Australian Prime Minister Scott Morrison observes the damage caused by bushfires in Sarsfield, Victoria, Australia

Australian Prime Minister Scott Morrison visiting a fire-hit area in Victoria.Credit: James Ross/Getty

Last November, as bush fires began to roar across large swathes of Australia, people started to ask: could such an extreme event be connected to climate change?

Prime Minister Scott Morrison dodged the question. Gladys Berejiklian, the premier of the state of New South Wales, where the fires have had the biggest impact, said that during the unfolding disaster was not the time to talk about climate change. Two months on, this season’s devastating conflagrations have killed at least 28 people and an estimated one billion native animals; burnt about 10 million hectares of vegetation; and destroyed more than 2,000 homes.

The top priority is to protect lives and ecosystems. But the nation’s leaders must surely realize that they not only need to talk about climate change, but also need to act decisively to reduce the emissions that are driving it.

Australia’s leaders have known for many years that climate change would make bush fires worse. They were warned in an independent report commissioned by the national and state governments in 2008 that from 2020 onwards, fire seasons would start earlier, end later and be more intense.

But as Nature has frequently reported, the country’s politicians delayed meaningful action through a wasted decade of arguments over whether human activities are causing climate change — in the face of overwhelming scientific evidence that they are. Undoubtedly, one reason for this is that Australia — which is the world’s largest coal exporter — has repeatedly prioritized the coal industry’s needs over the planet’s.

Not enough

The government now says it is on track to reduce greenhouse-gas emissions by 26–28% of 2005 levels by 2030, to meet its commitment under the 2015 Paris climate agreement. Its plan includes a policy to pay farmers and businesses to restore or protect native vegetation, and a programme to encourage energy efficiency.

But commitments on such a scale — whether from Australia or other countries — are insufficient to limit warming to below 2 °C above pre-industrial levels, the goal of the agreement. And a significant portion of Australia’s planned cuts is to be achieved through accounting tricks, rather than actual emissions reductions. The government plans for around half — 367 million tonnes of greenhouse gases — to come from ‘credits’ it accumulated by surpassing its targets under the previous climate agreement, the 1997 Kyoto Protocol. That means its actual cuts will be 15% from 2005 levels. No other high-income country that has signed the Paris agreement has said it will transfer its Kyoto credits in this way — and nor should Australia.

Last week, after international outrage over his lack of leadership, Morrison switched gears. He started talking about how, as a result of the catastrophic fires, the government would focus on actions that build resilience and adaptation to extreme events, such as bush fires, heatwaves and droughts.

For Australia, that’s a significant move — but it is not enough. The government has to do much more to cut its emissions, too. Just reacting to the impacts of climate change without addressing the cause is like treating people for lung cancer while continuing to let them smoke.

Australia’s tragedy is that more-extreme fires are already forecast. Centuries of greenhouse-gas emissions have locked the world into several decades of warming, even if global emissions were to drop to zero now. If the Morrison government continues its current trajectory, then the country is likely to experience even more severe droughts and fires.

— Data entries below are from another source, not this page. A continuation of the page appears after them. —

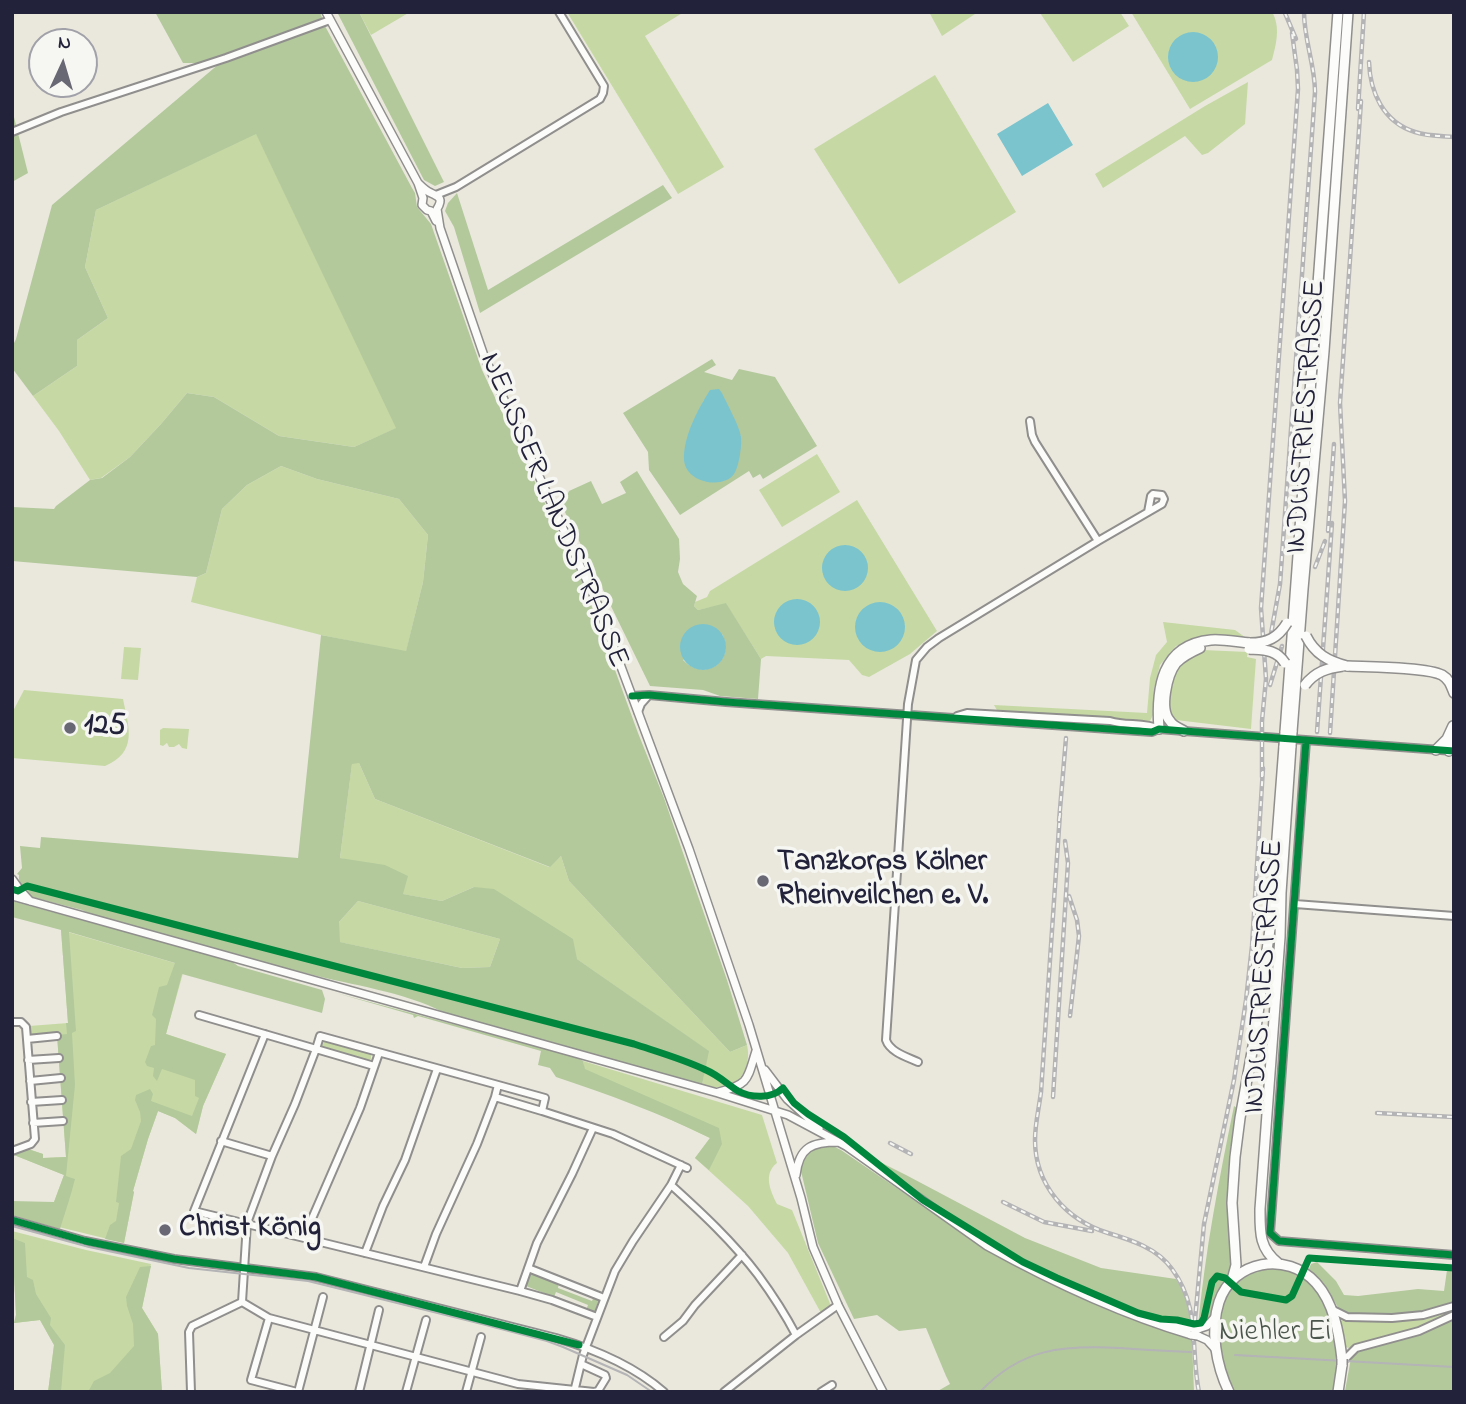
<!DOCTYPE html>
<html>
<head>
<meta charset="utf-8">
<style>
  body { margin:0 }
  #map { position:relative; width:1466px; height:1404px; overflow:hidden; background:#eae8dd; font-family:"Indie Flower",sans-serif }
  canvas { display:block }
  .frame { position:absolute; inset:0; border:14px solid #22223b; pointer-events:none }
  .north { position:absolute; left:28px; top:28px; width:70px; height:70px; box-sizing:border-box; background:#f6f6f2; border:2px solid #a1a1a9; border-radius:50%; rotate:4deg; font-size:19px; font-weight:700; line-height:28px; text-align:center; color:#22223b }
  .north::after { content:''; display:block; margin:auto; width:24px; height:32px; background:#686774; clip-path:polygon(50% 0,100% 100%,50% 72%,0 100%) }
</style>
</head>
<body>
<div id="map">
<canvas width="1466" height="1404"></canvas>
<div class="frame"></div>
<div class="north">N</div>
</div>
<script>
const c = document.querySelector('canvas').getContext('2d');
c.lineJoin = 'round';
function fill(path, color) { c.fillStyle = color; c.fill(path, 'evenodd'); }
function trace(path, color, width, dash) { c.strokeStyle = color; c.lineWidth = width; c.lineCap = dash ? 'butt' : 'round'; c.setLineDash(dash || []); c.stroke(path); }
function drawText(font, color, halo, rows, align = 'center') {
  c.font = font + ' "Indie Flower",sans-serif'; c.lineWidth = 7; c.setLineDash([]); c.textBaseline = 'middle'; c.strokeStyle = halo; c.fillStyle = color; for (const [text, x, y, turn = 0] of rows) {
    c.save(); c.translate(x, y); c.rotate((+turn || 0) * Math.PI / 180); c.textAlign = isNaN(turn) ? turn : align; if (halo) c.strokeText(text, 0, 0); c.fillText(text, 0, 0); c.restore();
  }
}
const green = new Path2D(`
  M359,12H410L371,35Z
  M567,12H684L645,36L724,167L678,194Z
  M929,12H978L942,36Z
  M1041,12H1120L1129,26L1073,62L1040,13Z
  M1131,12H1272C1281,27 1276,45 1272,60L1190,109Z
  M935,75L1016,212L899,284L814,149Z
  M1248,82L1245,124L1208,153L1202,155L1185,136L1103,188L1095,174L1205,106Z
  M256,133L397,428L354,447L279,436L214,397L187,393L161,424L130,457L101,478L90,480L59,431L33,396L77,366V340L108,318L85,267L96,210Z
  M817,454L840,492L782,527L759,490Z
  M281,466L317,479L399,499L428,535L423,582L406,652L321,635L191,602L197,577L206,573L222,509L247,485Z
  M857,500L937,631L910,654L869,677L862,675L849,660L766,656L761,659L726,604L698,610L694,606L695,602L707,597L710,591Z
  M1163,622L1235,630L1249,640L1208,636L1176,646L1160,665L1154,689L1153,715L1150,721L1122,722L998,712L994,705L1147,713L1150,678L1156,655L1167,642Z
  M124,647L141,648L138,680L121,679Z
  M1203,650L1248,652L1247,657L1256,659L1251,729L1176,720L1169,712C1171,682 1172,664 1203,650Z
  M24,690L123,699C129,728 138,752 105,766L12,758V713Z
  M163,728L189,729L187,749L182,748L179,744L174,747H169L167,743L163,746L160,745V730Z
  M352,763H359L375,799L549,867L561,856L569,881L730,1052L747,1045C751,1062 744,1082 726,1087C718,1089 709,1086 702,1085L708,1051L474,887L442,901L402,894L407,876L340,858Z
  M358,901L500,939L490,967L462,968L339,942V922Z
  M61,930L185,966L166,1034L226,1054L203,1106L196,1134L175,1118L158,1111L148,1139L133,1191L134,1192L124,1243L26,1219L31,1202H54L64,1175L14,1155L28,1149L43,1154V1158L66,1157L57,1035L32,1036L29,1034V1026L68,1023Z
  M325,1041L369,1052L371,1055V1059L368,1062L322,1048V1045Z
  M583,1061L762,1115L777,1163C763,1174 770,1190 777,1204L792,1210L831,1306L821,1313L788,1253L748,1206L695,1158L710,1138L586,1080Z
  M12,1231L86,1250L151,1264L142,1308L158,1334L162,1392H48L54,1345L40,1320L14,1323L16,1315Z
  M1454,1308V1313C1435,1322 1417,1329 1397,1335C1380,1339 1364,1342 1348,1348L1346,1347L1341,1321L1343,1320L1349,1321C1385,1321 1419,1321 1454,1308Z`);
const forest = new Path2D(`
  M155,12H320L325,26L412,188L415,193L417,207L431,224L482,370L585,588L638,733L664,798L727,980L747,1045L730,1052L569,881L561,856L550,867L375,799L359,763L352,764L340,858L385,865L408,876L403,894L442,901L474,887L494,889L573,939L577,959L709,1051L702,1085L443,1012C404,992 352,985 309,974C236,956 164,935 92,915L82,910L32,897C23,893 18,883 19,875L17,874L22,868L20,846L40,848L41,837L298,858L321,635L406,651L423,582L428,535L399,499L317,479L281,466L247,485L222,509L206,573L197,577L12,561V507L54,509L56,506L90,480L102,478L130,457L161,424L187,393L214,397L279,436L354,447L396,428L256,134L96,210L85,267L108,318L77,340V366L33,396L12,368V347L16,339L52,205L220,63H183ZM358,901L500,939L490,967L462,968L340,942L339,922Z
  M337,12H359L444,182L435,186L424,180Z
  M12,109L28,173L12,182Z
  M663,185L672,198L480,313L454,227L445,211L448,203L457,193L488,290Z
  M712,359L716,365L704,372L732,380L739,369L775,377L817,446L763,479L760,474L753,478L749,471L680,515L649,470L648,452L623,413ZM704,400L741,436L697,417Z
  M637,471L679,539L680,559L678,572L683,584L697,596L694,606L698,610L726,603L761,659L758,699L720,696L703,690L650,686L562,506L569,491L591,481L602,504L626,493L620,482ZM722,634C736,662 704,682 683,660Z
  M12,901L231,961L238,966L322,990L325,999L322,1013L182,974L166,1034L226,1054L203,1106L196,1134L175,1118L158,1111L148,1139L133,1191L134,1192L124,1243L105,1239L110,1225L116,1221L119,1203L116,1202L121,1156L131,1149L141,1121L140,1112L135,1100L136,1095L150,1089L153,1094L151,1101L192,1116L199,1098L195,1096V1080L162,1069L157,1081L153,1076L154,1068L147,1066L145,1062L151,1046L155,1045L156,1019L152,1015L159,987L167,985L175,963L69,932L76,1031L72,1033L75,1085L66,1176L75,1179C71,1196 65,1212 60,1229L12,1215V1201L54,1202L64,1175L14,1155L28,1149L43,1154V1158L66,1157L57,1035L67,1034L66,1023H68L61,930L12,917Z
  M336,993L577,1057L583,1061L585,1069L719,1128L722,1144L709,1170L695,1158L710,1138C660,1113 609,1095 556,1077L550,1068L538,1065L541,1051L418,1016L414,1018L413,1015Z
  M1234,1106L1237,1108L1229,1158V1202L1233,1260L1229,1275L1217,1295L1210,1317L1204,1324L1198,1326C1205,1252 1219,1179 1234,1106Z
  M819,1146H833L841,1150L970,1238L1020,1268L1135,1320L1192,1340L1194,1392H936L950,1384L946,1376L926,1328L899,1331L877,1315L854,1319L818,1243L800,1167L805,1154Z
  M868,1156L906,1175L1025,1238L1101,1268L1176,1279L1184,1292L1191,1321L1178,1317L1177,1319C1146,1318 1119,1304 1091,1292C1063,1280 1035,1268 1009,1253C960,1224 913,1191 868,1156Z
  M12,1238L25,1243L27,1277L33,1280L36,1294L51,1318L50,1325L65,1345L61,1392H48L54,1345L40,1320L14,1323L16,1315Z
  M1317,1262L1336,1281L1344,1295L1358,1296L1418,1289L1444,1291L1447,1270H1454V1303L1430,1311L1396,1316L1348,1315L1339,1309L1323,1283L1309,1269L1311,1264Z
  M151,1266L142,1308L158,1334L162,1392H88L94,1381L110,1373L134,1346L133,1324L127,1306L126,1297L140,1267Z
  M1269,1266L1300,1273L1321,1294L1336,1333L1338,1365L1335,1392H1232L1219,1351V1319L1223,1298L1246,1273Z
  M532,1271L559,1282L558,1288L592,1301L594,1296L597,1298L598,1302L595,1311L592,1312L586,1310L588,1305L556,1292L554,1297L526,1286V1281L529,1273Z
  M1454,1318V1392L1345,1391L1351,1358L1359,1349L1419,1334Z`);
const water = new Path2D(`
  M1168 57a25 25 0 1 1 50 0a25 25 0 1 1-50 0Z
  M1048,103L1073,145L1022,176L997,134Z
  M719,389L722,393C727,404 740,427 741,437C742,446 739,467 734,474C724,489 686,484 684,460C683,437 698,409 710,390Z
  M822 568a23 23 0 1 1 46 0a23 23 0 1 1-46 0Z
  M774 622a23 23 0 1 1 46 0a23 23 0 1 1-46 0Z
  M855 627a25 25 0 1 1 50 0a25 25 0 1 1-50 0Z
  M680 647a23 23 0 1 1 46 0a23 23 0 1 1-46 0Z`);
const minor = new Path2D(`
  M12,132L61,112L226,58L330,20
  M436,195L456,187L600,99L603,93L604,86L559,12
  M1030,421L1032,435L1035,442L1098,541
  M632,696L649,695L726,702L1152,732L1159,729L1184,731L1454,751
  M638,712L641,704L649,695
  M957,716L967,713L1110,721C1126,726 1145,722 1159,729
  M1306,741L1270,1233L1279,1241L1454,1255
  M1295,904L1454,916
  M199,1015L316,1049L320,1036L498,1085L495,1097L542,1111
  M12,1022H21L26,1027L35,1139L31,1144L12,1151
  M265,1034L194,1211L520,1291L552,1300L597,1317
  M27,1039L57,1036
  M28,1060L59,1058
  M918,1062C907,1057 890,1052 886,1040L908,704L916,660L927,647L939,638L1098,541L1162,504L1164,499L1162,495L1153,494L1151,496L1148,512
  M374,1066L316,1049L295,1104L272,1156L247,1223L242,1302L269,1318L518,1384L594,1392
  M30,1081L61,1078
  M498,1085L545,1098L542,1111L613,1134L687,1168
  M31,1102L62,1100
  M33,1123L63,1121
  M221,1141L272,1156
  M671,1185C702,1213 733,1242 758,1275C772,1294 785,1314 796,1335
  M12,1220L85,1241L174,1259L316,1277L556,1338C594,1349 633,1365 664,1392
  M304,1237L360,1108L379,1053
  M365,1253L383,1206L405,1160L437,1069
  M424,1267L436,1234L477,1144L495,1097
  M528,1268L604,1298
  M520,1291L537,1243L572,1174L593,1128
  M1331,1309L1347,1317L1392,1318L1423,1315L1454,1306
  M269,1318L251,1380L297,1392
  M664,1337L683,1321L695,1305L742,1255
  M1345,1359L1356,1348L1419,1331L1454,1315
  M581,1364L605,1375L606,1378L598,1391L594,1392
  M191,1392L189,1332L192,1326L242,1302
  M298,1392L323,1297
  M359,1392L379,1310
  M406,1392L426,1320
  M466,1392L481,1337
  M574,1392L583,1355L615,1271L633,1241L671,1185L681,1165
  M724,1392L796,1335L838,1305
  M821,1392L832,1385`);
const major = new Path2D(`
  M326,12L418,183L423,198L422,205L427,210L431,211L436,221
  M418,183C422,187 426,191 431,193C440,197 443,199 437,209L440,228L484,356L598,605L689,849L749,1025L801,1198L813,1247L838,1305L883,1392
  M12,879L20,890L30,901
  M12,896L718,1093L788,1115L846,1146L987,1246C1052,1282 1120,1314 1191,1335
  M765,1070L787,1099L819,1128
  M719,1092C750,1084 747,1079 756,1051
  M796,1175C799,1147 812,1142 838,1142
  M1160,1322L1178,1324L1191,1328
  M1198,1329L1207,1326L1215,1317
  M1198,1336L1207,1340L1216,1350`);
const highway = new Path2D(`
  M1347,666C1367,667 1427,667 1442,675C1449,679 1451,685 1454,693
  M1159,729C1156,689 1161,645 1211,640C1223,639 1237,642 1250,643
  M1184,731C1179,728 1173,726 1170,721C1159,709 1167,675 1176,663C1183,656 1191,652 1200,648
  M1285,732L1338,12
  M1292,732L1303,589L1324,351L1348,12
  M1436,750L1447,739L1453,726
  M1449,751L1452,732
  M1278,1263C1259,1248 1260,1232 1260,1209L1280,937L1281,893L1291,746
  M1232,1280L1236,1265L1232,1203L1235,1157L1240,1118L1255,1035L1270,929L1284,746
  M1229,1392C1216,1365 1210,1330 1219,1302C1233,1260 1287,1251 1316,1283C1334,1303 1339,1333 1342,1359
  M1338,1392L1342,1365`);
const tram = new Path2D(`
  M12,1226L89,1247L189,1268L308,1281L482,1324L547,1341L563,1347L627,1375L652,1392
  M1235,1355L1454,1367
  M980,1392C1021,1348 1063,1345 1120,1348C1144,1350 1167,1351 1191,1352`);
const rail = new Path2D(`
  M1285,13L1296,39
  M1369,62C1370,92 1383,122 1415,132C1427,136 1441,136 1454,137
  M1358,109L1364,12
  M1328,531L1334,444
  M1315,567L1325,541
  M1268,650L1280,584L1315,92C1315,65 1304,40 1304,12
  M1270,685L1282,646
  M1317,732L1332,523
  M1330,733L1345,501L1340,403L1361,101
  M1262,777V721L1266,679L1261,608L1298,89L1297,70L1292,33
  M1060,813L1041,1092C1039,1108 1035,1124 1035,1140C1035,1185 1066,1220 1108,1233C1131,1240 1157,1248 1172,1269C1201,1308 1190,1348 1199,1392
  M1059,821L1066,738
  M1069,896L1077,920L1079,936L1070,1016
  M1053,1097L1068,863L1065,841
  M1377,1113L1454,1117
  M890,1143L911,1154
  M1003,1202L1044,1222L1092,1231
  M1193,1341L1204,1224L1234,1080L1246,1000L1252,946L1263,768`);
const majorBridge = new Path2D(`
  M1191,1328L1198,1329
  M1191,1335L1198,1336`);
const highwayBridge = new Path2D(`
  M1306,636C1315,654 1328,661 1347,666
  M1250,643C1267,643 1278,638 1287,623
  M1249,649C1264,650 1276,649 1285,663
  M1305,685C1315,672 1327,668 1343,666
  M1284,746L1285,732
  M1291,746L1292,732
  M1342,1359V1365`);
const cycleway = new Path2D(`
  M632,696L649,695L726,702L1152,732L1159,729L1184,731L1454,751
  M1306,741L1270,1233L1279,1241L1454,1255
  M12,889L18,891L27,886L634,1044C658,1052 683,1059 706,1070C718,1075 727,1084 738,1091C751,1098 772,1099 783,1088L794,1103L808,1114L844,1137L923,1200L1023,1262L1057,1278L1138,1313L1161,1319L1177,1320L1194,1324L1201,1323L1204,1318L1212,1282L1217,1276L1225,1278L1241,1292L1286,1300L1292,1296L1309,1258L1454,1268
  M12,1220L85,1241L174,1259L316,1277L579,1345`);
const markers = [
  [70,728,7,"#686774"],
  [763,881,7,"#686774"],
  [165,1230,7,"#686774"]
];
const streetNames = [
  ["INDUSTRIESTRASSE",1308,417,-86],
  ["NEUSSER LANDSTRASSE",552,511,67],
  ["INDUSTRIESTRASSE",1266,977,-86]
];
const poiNames = [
  ["125",84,728],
  ["Tanzkorps Kölner",777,864],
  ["Rheinveilchen e. V.",777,898],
  ["Christ König",179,1230]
];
const parkNames = [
  ["Niehler Ei",1275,1334]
];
fill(green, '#c6d9a4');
fill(forest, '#b3c99c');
fill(water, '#7bc4ce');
trace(minor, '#908f8e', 10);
trace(major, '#908f8e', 10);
trace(highway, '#908f8e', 12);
trace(minor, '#fcfcfa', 6);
trace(major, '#fcfcfa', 7);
trace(highway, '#fcfcfa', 9);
trace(tram, '#b4b3b5', 2);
trace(rail, '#b4b3b5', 4.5);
trace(rail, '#f6f6f2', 2, [5]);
trace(majorBridge, '#908f8e', 10, []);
trace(highwayBridge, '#908f8e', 12, []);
trace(majorBridge, '#fcfcfa', 7);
trace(highwayBridge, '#fcfcfa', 9);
trace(cycleway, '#00873e', 7);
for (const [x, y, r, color] of markers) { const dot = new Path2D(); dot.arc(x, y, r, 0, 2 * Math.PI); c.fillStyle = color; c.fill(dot); trace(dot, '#f6f6f2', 2.5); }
drawText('30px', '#22223b', '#f6f6f2', streetNames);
drawText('bold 30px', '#22223b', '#f6f6f2', poiNames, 'left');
drawText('30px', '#4a554c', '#f6f6f2', parkNames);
</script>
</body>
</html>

The Morrison government has to make a choice: does it want Australians to live with fires that are becoming worse than those in the past but which can still be managed to some extent? Or does it want to put citizens at risk of future fire conditions that are even more catastrophic than this season’s? There can be only one answer to this question if the government accepts that its first role is always to protect its citizens and its country.

We frequently hear the argument that actions from individual countries such as Australia will, on their own, make little difference to global warming. But that is why we have global agreements. Change will come when everyone acts in concert. Australia, along with the United States, China, the European Union and others all have to play their part, leading the way on decarbonizing energy for households, industry, transport and more.

Instead of arguing with its climate researchers, Australia’s government needs to work with them to accelerate this transition, and to ensure that, as far as possible, lives and livelihoods are protected when change arrives. A country on the front lines of climate change has no other choice.